Hernández-Díaz had pleaded several times to be paroled into the U.S., but was denied by ICE’s New Orleans office that month, BuzzFeed News reported at the time. Under the Trump administration, ICE has in fact kept asylum-seekers needlessly detained, many in remote regions—like rural Louisiana—where it can be harder to access legal help or even just get a visitor. In the New York City area, meanwhile, ICE has been manipulating its own policy in order to keep just about everyone it sweeps up in detention, according to a recent lawsuit.

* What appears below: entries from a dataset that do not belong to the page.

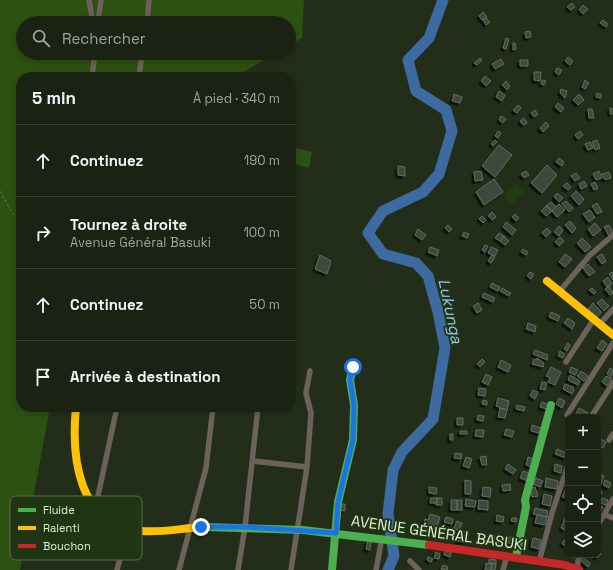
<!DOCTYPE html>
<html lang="fr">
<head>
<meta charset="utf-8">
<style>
	:root { --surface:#1a2214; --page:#232a1d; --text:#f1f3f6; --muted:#9fa4a0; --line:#383f34 }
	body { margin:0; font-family:"Space Grotesk",sans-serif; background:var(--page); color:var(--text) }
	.controls { position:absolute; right:12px; bottom:12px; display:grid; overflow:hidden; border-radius:8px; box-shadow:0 2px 6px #0003 }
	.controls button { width:36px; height:36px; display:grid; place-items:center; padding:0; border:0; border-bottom:1px solid var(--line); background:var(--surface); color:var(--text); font:20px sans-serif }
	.stop { position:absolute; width:12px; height:12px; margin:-9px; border:3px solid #1a73e8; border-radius:50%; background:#fff }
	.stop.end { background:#1a73e8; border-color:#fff; box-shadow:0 1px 4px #0008 }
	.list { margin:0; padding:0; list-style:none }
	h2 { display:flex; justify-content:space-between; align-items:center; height:52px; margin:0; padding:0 16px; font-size:17px }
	h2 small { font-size:13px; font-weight:400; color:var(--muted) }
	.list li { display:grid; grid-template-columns:26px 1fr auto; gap:12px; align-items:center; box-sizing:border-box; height:72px; padding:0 16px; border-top:1px solid var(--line) }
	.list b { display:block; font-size:15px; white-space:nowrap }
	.list p { margin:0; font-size:13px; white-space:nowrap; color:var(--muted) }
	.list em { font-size:13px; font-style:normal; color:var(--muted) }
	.icon { flex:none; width:22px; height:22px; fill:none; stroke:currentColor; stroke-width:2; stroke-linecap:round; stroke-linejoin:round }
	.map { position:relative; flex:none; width:613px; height:570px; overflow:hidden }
	.search { position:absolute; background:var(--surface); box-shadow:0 2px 6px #0003; left:16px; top:16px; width:280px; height:44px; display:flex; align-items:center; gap:10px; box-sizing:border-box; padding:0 14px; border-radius:22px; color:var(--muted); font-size:15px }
	.panel { position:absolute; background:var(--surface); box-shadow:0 2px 6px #0003; left:16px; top:72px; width:280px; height:340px; border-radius:16px }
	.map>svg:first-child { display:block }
	.built { fill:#233b13 }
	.green { fill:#2d5111 }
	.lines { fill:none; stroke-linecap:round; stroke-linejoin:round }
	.river { stroke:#3d6aa0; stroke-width:11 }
	.building { fill:#3c4a3c; stroke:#606d5f; filter:url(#shadow) }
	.path { stroke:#6c6860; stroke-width:1; stroke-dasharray:3 2; stroke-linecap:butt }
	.street { stroke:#6d615c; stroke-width:5.5 }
	.fast { stroke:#4caf50; stroke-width:8 }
	.slow { stroke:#ffc107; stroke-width:8 }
	.jam { stroke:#c62828; stroke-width:8 }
	.route { stroke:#1a73e8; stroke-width:5 }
	.labels { text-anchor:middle; stroke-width:3.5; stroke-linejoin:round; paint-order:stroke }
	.street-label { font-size:15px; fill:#e0eed8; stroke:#203612 }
	.water-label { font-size:16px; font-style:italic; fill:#9ac1f4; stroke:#203612 }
	.key { fill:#203612; stroke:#5a6d4d; stroke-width:1 }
	.key-label { font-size:11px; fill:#e0eed8 }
</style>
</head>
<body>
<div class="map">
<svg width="613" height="570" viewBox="0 0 613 570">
	<defs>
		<filter id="shadow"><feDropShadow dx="-2.5" dy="2.5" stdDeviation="0" flood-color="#0009"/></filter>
	</defs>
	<rect width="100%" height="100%" fill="#222e1a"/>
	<path class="built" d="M515,183L524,192L512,204L503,195Z"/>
	<path class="green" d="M0,0H304L302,38L289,46V23H23V53H276L235,77H21V407H50L20,570H0Z
		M292,147L312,152L309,168L291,163Z"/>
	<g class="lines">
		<path class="river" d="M388,570L394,556L388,514L393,470L402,452L433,419L445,348L438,312L428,276L416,263L383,254L368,233L383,211L423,192L439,174L452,131L446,110L416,91L408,60L429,38L443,0"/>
	</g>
	<path class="building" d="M572,3L575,7L571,10L567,7Z
		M583,5L588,9L583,14L579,10Z
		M483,12L487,17L482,20L479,16Z
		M486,18L490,22L486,25L483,20Z
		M603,20L608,24L606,27L600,23Z
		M530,31L531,37L526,38L525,32Z
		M506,38L509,39L506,49L503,48Z
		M513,43H515L516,49L513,50Z
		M568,57L573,61L570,65L565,61Z
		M480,58L482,60L477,65L474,63Z
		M501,59L504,64L495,69L492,64Z
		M520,60H528V66H520Z
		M557,68L562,70L559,75L555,72Z
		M534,72H541L540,81L534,80Z
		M485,76L491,81L486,86L481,81Z
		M542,80L546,81L544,85L541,84Z
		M585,80L589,83L585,89L582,87Z
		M506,81L510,86L507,90L502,85Z
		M561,89L567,91L565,98L560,93Z
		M499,91L505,95L502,101L496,97Z
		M597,93L601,94V98L596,97Z
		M454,94L462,97L460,103L452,101Z
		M579,94L584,100L578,105L573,100Z
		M558,103L564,108L561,112L555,107Z
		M518,105L521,108L517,113L513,110Z
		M610,108L613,109V114H610Z
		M588,109H592L594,118H589Z
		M535,110L538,114L534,117L531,113Z
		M501,116L506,119L503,123L499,120Z
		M524,118L527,123L523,125L520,121Z
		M546,122L549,126L543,132L540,128Z
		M498,131L501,133L498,138L495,136Z
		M580,131L583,135L578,139L575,135Z
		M495,140L497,142L493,146L491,144Z
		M597,140L600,148L595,150L592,142Z
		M590,142L593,148L588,150L585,144Z
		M499,145L512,155L495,177L482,166Z
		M559,158L564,162L562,166L556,162Z
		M547,165L557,175L542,193L531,183Z
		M398,166L405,167V176L398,175Z
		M481,171L483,180L475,181L474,172Z
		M526,171L529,175L524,178L521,174Z
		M599,171L602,178L596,180L593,174Z
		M609,172L611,178L605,180L602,174Z
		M576,173L580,178L575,181L571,176Z
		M494,179L503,192L484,205L476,192Z
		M584,181L587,186L581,189L579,184Z
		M595,182L598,188L594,190L591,184Z
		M567,183L571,187L568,190L563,186Z
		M576,191L584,199L579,205L571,196Z
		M557,193L563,198L559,202L554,197Z
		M566,201L573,208L569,212L562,204Z
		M551,202L556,207L552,211L546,206Z
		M597,203L602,212L597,214L592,206Z
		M559,204L565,210L557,217L552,211Z
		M546,206L552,211L546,216L541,211Z
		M590,210L595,217L589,222L583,214Z
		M492,212L496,217L492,220L488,216Z
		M515,214L519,218L516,221L512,217Z
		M482,216L486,220L483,223L479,219Z
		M570,221L576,228L572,233L565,225Z
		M506,222L516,230L512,235L503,227Z
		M595,223L601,230L593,236L588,229Z
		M448,225L452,229L449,232L445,228Z
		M609,225L613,233L609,236L604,227Z
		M559,226L563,230L559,236L554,232Z
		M547,228L551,232L546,237L542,233Z
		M418,229L426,235L422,240L415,235Z
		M464,232L469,234L467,238L462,236Z
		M499,233L504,236L500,241L495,238Z
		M504,236L509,241L505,245L500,241Z
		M560,237L564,241L559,246L555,242Z
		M582,238L591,247L585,252L577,243Z
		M485,245L488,246L485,252L482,250Z
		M430,247L439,250L437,256L428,252Z
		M491,247L498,250L495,256L488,253Z
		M523,249L528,252L526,255L521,252Z
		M565,254L572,259L565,267L559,262Z
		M602,254L606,261L602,264L597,257Z
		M320,255L331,261L327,274L315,269Z
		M492,255L495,257L491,263L488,261Z
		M588,264L595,272L589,276L583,268Z
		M530,272L534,274L531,279L527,276Z
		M612,272L613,273V280L609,274Z
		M608,277L612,284L607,287L603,281Z
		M492,283L500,287L498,291L490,287Z
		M609,286L613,293L610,295L605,289Z
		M502,288L511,293L509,296L500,291Z
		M592,288L596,292L594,294L589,290Z
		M484,293L495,298L493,302L482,297Z
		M602,299L609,306L604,311L597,303Z
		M478,303L482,310L477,313L473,306Z
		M593,303L602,312L597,317L588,309Z
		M551,312L560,316L558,321L549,317Z
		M568,318L575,323L572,329L564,323Z
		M528,323L536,326L535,332L526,329Z
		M602,340L607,344L602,351L597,348Z
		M568,343L570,345L567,351L564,349Z
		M535,350L548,355L547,360L533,354Z
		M560,351L565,354L563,358L558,356Z
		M537,358L544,363L543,367L532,364L534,359L537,360Z
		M482,359L485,362L480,367L477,364Z
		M501,360L511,365L508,372L498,367Z
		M551,367L561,372L555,385L548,382L550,378L546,376Z
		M571,367L578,370L575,375L569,372Z
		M610,368L613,370L611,377L607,374Z
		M581,371L588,376L584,381L577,376Z
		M486,374L492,377L488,385L482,382Z
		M570,375L580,381L578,385L568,380Z
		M606,376L612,379L607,386L602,382Z
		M542,382L547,383L545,390L540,389Z
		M565,384L573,387L574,390L572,394L563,389Z
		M479,388L486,389L485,396L478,395Z
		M533,390L538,392L535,399L530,396Z
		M498,398L509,401L507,410L496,406Z
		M559,398L565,401L562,408L556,404Z
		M483,400L487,401V405L482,404Z
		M542,402L549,405L547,409L540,407Z
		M517,405L525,407L524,411L516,409Z
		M500,408L507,410L505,418L498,417Z
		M579,408L588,413L586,417L575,415Z
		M478,415L484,416L483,421L477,420Z
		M457,418H463V425H457Z
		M532,425L541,428L539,433L531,431Z
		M506,429L514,431L512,437L504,435Z
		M476,430H484L483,437L475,436Z
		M460,431H467V434H460Z
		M450,434H453V440H450Z
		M601,439L606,442L603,448L598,446Z
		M557,449L567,453L566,458L555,454Z
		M455,453L462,454L461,459L454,458Z
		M486,456L487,465H482L480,457Z
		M466,457L472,459L469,468L463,466Z
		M528,457L534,459L532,467L526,465Z
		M508,464L516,470L513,474L505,469Z
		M555,464L562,466L561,473L554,471Z
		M523,471L531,474L528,481L520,478Z
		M598,473L604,476L601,484L598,482Z
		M536,478L543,481L540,487L533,484Z
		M546,478L558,481L557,489L545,487Z
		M465,480L471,481V494H465Z
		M605,480L611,483L609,488L603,485Z
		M510,484L511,490L503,491L502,485Z
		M429,487L437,488L436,494L429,493Z
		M483,487L491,488L490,497L482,496Z
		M535,487L538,496L532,497L530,489Z
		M566,489L568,490V499L562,497Z
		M598,490L602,492L598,501Z
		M544,494L552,496L550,506L542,504Z
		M431,498H437V503H430Z
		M437,498H442V505H436Z
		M602,498L608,500L606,505L600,503Z
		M466,499L476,501L475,507L465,506Z
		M451,500H457V510H451Z
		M457,500H462V510H457Z
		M479,500L488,501V510L478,509Z
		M341,504H345V511L340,510Z
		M599,505L603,507L600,512L598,511Z
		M535,508L548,511L547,517L533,514Z
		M430,514L440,517L435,533L423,529L425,519L428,520Z
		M497,515L504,517L503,522L496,521Z
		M537,515L547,517L545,525L535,523Z
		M446,517L453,519L452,524L444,522Z
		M512,518H517L516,522L511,521Z
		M565,518L568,519V524L565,530L561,528Z
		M457,521L462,523L459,531L454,528Z
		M459,531L466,532L465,542L457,541Z
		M480,535L483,536L481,542L478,541Z
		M494,536L500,537V544H494Z
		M509,537L517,538L516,544L508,543Z
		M533,538L541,540L539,549L531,547Z
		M564,540L567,542L566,546L562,544Z
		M368,541L371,542L370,550L366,549Z
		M598,550L601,554L597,558L594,555H598Z
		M445,551L451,552L450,557L444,555Z
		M436,552L440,554L439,559L434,558Z
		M428,557L433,559L431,562L427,560Z
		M582,557L590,563L588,567L580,560Z
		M489,559L496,560V564L489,563Z
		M486,563L492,564L491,570H485Z
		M492,564H496L495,570H491Z
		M443,565L448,567L447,570L441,569Z"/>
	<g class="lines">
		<path class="path" d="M0,191L12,213L21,222"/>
		<path class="street" d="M89,0L93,23
			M98,23L101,0
			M147,23L149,0
			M92,77L95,53
			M139,77L142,53
			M559,292L590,255L613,235
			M600,324L613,309
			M566,362L594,319
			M567,415L613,343
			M591,417L613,383
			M609,440L613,434
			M253,461L307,467
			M95,510L117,407
			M605,515L613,518
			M598,525L613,499
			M410,561L419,570
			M539,562L552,513L568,465
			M577,569L579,555
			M117,570L128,529
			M179,570L206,468L213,407
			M238,570L245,527L258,407
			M291,570L307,467L311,413L306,393L310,371
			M376,570L382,538
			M503,570L507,556"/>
		<path class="fast" d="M204,527L303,530L429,545
			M516,557L526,507L525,500L551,405
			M332,570L338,502L353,440L354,405L350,380L353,367"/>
		<path class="slow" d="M547,281L613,335
			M76,407C71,458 78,525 141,531C162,533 183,528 204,527"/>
		<path class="jam" d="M429,545L565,565L579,570"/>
	</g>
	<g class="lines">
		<path class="route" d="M201,527H245L336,533L338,502L353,440L354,405L350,380L353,367"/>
	</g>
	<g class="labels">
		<g class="street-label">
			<text transform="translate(439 533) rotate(8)" y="5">AVENUE GÉNÉRAL BASUKI</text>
		</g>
		<g class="water-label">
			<text transform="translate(451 311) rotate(78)" y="6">Lukunga</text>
		</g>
	</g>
	<rect x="10" y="496" width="132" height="64" rx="6" class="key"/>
	<rect x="18" y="508" width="18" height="4" fill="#4caf50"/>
	<rect x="18" y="526" width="18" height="4" fill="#ffc107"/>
	<rect x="18" y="544" width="18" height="4" fill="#c62828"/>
	<g class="key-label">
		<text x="43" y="514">Fluide</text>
		<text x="43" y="532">Ralenti</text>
		<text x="43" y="550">Bouchon</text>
	</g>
</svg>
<div class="controls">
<button>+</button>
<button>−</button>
<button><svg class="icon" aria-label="locate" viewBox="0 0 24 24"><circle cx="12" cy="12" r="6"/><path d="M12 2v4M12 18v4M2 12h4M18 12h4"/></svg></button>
<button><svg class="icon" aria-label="layers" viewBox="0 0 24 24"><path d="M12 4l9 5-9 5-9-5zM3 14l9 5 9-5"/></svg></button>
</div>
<div class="stop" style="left:353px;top:367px"></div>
<div class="stop end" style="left:201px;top:527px"></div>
<div class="search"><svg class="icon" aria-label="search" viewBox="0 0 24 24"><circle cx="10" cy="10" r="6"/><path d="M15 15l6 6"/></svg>Rechercher</div>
<section class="panel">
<h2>5 min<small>À pied · 340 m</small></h2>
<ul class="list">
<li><svg class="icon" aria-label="ahead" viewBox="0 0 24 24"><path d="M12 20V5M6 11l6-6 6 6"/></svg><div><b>Continuez</b></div><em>190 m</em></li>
<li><svg class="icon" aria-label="right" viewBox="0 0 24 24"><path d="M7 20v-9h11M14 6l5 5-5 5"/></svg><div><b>Tournez à droite</b><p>Avenue Général Basuki</p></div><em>100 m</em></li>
<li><svg class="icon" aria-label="ahead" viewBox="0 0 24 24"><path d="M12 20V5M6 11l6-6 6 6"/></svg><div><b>Continuez</b></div><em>50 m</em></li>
<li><svg class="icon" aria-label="arrive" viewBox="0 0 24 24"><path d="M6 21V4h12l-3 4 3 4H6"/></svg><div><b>Arrivée à destination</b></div></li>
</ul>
</section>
</div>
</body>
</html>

The report is damning for ICE, which saw yet another death on its watch just this past weekend. Twenty-two-year-old Maria Celeste Ochoa Yoc de Ramirez died while in the agency’s custody on March 8 from “autoimmune hepatitis, complicated by septic shock and acute liver failure,” the agency said in a statement. The release, like many prior releases following a detainee’s death, claimed “Fatalities in ICE custody, statistically, are exceedingly rare.” But as BuzzFeed News’ report breaking the news of Ochoa Yoc de Ramirez’s death said, “The death is the eighth in ICE custody in the 2020 fiscal year, which began on October 1, and equals the number of deaths for the entire 2019 fiscal year.”

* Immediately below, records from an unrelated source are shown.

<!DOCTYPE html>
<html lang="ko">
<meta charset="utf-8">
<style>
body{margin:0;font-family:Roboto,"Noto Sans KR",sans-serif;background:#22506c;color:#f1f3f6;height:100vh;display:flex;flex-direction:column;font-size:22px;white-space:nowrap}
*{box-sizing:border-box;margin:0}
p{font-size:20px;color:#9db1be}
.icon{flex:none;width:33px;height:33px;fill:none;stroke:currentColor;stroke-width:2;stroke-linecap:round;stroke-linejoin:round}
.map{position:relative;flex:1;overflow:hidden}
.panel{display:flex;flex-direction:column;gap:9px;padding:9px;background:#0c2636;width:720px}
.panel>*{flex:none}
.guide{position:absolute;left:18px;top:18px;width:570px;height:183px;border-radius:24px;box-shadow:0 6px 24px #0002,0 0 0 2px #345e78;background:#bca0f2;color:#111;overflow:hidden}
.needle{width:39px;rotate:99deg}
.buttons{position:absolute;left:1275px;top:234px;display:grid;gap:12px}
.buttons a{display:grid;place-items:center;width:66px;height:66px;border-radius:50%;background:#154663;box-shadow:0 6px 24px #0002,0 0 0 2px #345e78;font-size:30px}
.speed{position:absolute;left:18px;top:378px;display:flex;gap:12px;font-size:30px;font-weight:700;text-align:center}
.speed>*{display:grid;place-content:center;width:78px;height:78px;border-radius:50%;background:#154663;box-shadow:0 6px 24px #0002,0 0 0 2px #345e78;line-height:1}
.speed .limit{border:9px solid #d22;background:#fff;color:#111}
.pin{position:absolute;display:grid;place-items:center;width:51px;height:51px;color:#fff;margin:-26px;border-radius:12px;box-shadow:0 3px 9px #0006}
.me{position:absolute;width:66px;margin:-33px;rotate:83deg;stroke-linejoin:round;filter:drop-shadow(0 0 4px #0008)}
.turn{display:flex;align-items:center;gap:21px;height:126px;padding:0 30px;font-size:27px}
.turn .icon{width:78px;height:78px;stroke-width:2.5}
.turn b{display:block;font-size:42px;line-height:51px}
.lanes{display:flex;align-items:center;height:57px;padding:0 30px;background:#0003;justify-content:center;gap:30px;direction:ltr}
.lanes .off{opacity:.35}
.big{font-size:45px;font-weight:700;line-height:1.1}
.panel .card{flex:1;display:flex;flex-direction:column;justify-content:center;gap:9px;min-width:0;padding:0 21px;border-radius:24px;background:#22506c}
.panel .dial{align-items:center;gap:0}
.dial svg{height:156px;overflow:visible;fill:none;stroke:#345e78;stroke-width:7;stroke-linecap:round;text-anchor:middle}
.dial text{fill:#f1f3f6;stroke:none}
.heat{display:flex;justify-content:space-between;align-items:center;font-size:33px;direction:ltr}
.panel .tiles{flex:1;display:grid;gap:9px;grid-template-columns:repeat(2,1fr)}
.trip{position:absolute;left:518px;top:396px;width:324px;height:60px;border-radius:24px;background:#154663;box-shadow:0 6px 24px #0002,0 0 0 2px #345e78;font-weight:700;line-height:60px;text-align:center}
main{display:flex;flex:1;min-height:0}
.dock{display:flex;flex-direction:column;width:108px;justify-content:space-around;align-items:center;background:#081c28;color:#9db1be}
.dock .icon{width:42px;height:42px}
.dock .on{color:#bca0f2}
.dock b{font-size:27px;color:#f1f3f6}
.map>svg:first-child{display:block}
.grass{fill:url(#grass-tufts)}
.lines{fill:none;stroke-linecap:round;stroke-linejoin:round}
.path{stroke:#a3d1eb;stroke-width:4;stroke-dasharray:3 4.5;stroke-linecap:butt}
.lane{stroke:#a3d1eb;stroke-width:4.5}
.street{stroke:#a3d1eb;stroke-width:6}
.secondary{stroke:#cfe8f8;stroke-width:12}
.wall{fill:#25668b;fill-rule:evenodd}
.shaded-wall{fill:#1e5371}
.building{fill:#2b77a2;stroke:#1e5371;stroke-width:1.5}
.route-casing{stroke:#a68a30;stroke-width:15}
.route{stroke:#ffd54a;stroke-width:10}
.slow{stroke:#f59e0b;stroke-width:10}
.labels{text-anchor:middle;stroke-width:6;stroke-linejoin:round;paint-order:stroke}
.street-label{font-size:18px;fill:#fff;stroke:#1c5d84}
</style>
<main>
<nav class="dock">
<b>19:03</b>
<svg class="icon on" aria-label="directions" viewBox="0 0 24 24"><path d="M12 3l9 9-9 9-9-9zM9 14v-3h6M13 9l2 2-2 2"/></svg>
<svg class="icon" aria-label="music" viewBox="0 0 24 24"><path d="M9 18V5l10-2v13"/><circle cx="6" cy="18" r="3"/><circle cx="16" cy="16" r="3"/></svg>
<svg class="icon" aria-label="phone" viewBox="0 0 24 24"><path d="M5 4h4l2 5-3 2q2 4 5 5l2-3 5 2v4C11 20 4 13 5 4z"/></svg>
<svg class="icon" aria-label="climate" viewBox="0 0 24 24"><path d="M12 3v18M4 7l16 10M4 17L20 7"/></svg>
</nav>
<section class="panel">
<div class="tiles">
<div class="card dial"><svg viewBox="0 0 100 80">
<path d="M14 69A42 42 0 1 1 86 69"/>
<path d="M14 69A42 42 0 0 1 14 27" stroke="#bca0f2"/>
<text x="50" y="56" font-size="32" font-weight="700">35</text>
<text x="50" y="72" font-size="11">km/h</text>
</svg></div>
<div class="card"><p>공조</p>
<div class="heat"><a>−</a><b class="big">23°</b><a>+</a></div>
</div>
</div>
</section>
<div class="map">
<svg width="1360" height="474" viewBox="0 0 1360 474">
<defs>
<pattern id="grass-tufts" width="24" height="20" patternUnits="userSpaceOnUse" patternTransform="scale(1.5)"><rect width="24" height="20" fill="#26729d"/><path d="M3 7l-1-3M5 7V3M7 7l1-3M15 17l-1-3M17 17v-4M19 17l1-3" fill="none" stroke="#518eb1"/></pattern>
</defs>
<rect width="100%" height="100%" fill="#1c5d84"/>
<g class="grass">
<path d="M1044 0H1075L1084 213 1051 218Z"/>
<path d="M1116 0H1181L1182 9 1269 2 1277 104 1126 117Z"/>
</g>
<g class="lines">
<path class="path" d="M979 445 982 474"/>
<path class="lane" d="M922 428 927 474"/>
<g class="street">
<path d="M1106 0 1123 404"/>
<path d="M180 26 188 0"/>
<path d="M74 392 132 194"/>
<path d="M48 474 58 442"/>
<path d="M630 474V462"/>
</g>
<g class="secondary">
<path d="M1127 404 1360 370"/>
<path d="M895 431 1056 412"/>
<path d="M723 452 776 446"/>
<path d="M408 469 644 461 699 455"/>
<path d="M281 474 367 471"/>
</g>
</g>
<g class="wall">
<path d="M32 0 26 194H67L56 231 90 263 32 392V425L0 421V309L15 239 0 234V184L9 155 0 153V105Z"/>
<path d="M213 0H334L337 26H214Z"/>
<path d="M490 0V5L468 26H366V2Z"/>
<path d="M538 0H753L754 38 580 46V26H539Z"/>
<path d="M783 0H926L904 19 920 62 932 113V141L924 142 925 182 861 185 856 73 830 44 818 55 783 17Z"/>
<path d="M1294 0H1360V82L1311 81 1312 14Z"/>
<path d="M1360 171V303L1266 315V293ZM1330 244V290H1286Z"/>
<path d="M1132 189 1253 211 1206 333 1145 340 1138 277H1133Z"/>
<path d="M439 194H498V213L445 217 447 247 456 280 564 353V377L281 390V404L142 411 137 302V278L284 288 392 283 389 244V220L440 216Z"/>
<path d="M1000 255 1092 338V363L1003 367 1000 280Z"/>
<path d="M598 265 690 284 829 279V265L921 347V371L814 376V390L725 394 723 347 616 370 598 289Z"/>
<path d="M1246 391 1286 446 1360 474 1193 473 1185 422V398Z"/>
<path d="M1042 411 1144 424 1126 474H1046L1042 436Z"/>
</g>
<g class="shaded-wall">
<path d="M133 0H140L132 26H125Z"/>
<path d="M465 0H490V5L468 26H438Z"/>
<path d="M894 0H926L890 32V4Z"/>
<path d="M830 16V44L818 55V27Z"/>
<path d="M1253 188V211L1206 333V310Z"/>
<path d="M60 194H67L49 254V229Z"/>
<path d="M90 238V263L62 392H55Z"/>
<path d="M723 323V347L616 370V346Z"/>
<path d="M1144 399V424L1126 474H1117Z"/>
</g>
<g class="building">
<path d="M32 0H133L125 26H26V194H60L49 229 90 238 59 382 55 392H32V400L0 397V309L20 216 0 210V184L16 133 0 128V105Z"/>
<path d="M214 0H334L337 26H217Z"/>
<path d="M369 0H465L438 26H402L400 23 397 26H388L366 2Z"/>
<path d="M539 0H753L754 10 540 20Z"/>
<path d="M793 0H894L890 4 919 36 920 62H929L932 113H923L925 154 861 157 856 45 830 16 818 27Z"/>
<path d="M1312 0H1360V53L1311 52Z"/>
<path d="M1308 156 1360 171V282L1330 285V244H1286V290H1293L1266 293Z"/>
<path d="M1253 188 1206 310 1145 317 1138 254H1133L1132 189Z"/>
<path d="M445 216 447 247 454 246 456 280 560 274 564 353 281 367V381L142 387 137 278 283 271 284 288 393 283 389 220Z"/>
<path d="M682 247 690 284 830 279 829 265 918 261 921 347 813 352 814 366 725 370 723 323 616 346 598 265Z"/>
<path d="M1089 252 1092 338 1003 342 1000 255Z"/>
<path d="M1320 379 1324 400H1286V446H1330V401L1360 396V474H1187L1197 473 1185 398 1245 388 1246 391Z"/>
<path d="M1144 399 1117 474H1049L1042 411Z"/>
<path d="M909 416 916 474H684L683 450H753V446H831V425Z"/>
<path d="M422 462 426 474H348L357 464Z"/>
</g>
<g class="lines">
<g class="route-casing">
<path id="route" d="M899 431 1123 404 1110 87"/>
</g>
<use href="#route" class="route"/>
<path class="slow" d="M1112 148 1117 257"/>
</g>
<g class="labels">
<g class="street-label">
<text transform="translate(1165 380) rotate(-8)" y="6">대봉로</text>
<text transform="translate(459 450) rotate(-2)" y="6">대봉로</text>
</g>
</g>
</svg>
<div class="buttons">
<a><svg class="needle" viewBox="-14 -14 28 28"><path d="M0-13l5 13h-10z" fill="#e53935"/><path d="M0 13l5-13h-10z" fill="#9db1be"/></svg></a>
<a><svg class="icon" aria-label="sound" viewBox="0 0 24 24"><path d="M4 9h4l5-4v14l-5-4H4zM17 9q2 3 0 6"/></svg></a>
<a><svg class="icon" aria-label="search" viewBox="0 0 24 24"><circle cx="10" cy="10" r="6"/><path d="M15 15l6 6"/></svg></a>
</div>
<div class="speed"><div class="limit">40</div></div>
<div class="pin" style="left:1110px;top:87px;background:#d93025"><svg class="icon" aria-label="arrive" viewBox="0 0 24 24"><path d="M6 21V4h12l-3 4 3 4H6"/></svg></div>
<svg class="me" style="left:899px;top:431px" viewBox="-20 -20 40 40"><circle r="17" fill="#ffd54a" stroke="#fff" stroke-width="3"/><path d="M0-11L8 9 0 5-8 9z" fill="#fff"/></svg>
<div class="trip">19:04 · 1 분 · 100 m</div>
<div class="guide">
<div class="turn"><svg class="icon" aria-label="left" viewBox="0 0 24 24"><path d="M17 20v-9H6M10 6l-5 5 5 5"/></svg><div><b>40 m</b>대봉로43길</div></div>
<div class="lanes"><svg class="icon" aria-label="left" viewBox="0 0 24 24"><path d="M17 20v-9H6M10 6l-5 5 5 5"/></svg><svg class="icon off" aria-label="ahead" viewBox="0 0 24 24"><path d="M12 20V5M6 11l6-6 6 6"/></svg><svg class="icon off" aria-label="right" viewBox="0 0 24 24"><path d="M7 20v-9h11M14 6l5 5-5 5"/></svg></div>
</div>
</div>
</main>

There needs to be answers around both deaths, and it’s so far unclear whether federal legislators plan their own investigation into the reported violations around Hernández-Díaz’s death. Democratic legislators have condemned the reported negligence of another federal immigration agency, Customs and Border Protection, following the in-custody death of 16-year-old Carlos Gregorio Hernández Vásquez last year. As in the case of Hernández-Díaz, the boy was neglected by officials, dying from flu complicated by pneumonia and sepsis.
Hernández-Díaz, who fled persecution in Cuba for safety in the United States only to have to spend his final months of life in anguish at private prison profiteer LaSalle Corrections’s Richwood Correctional Center, left behind three children, both of his parents, and his spouse, Yarelis Gutierrez. “He had struggled to get to this country, because he loved this country, he loved it with all his life,” she told the AP. “He gave his life for this country.”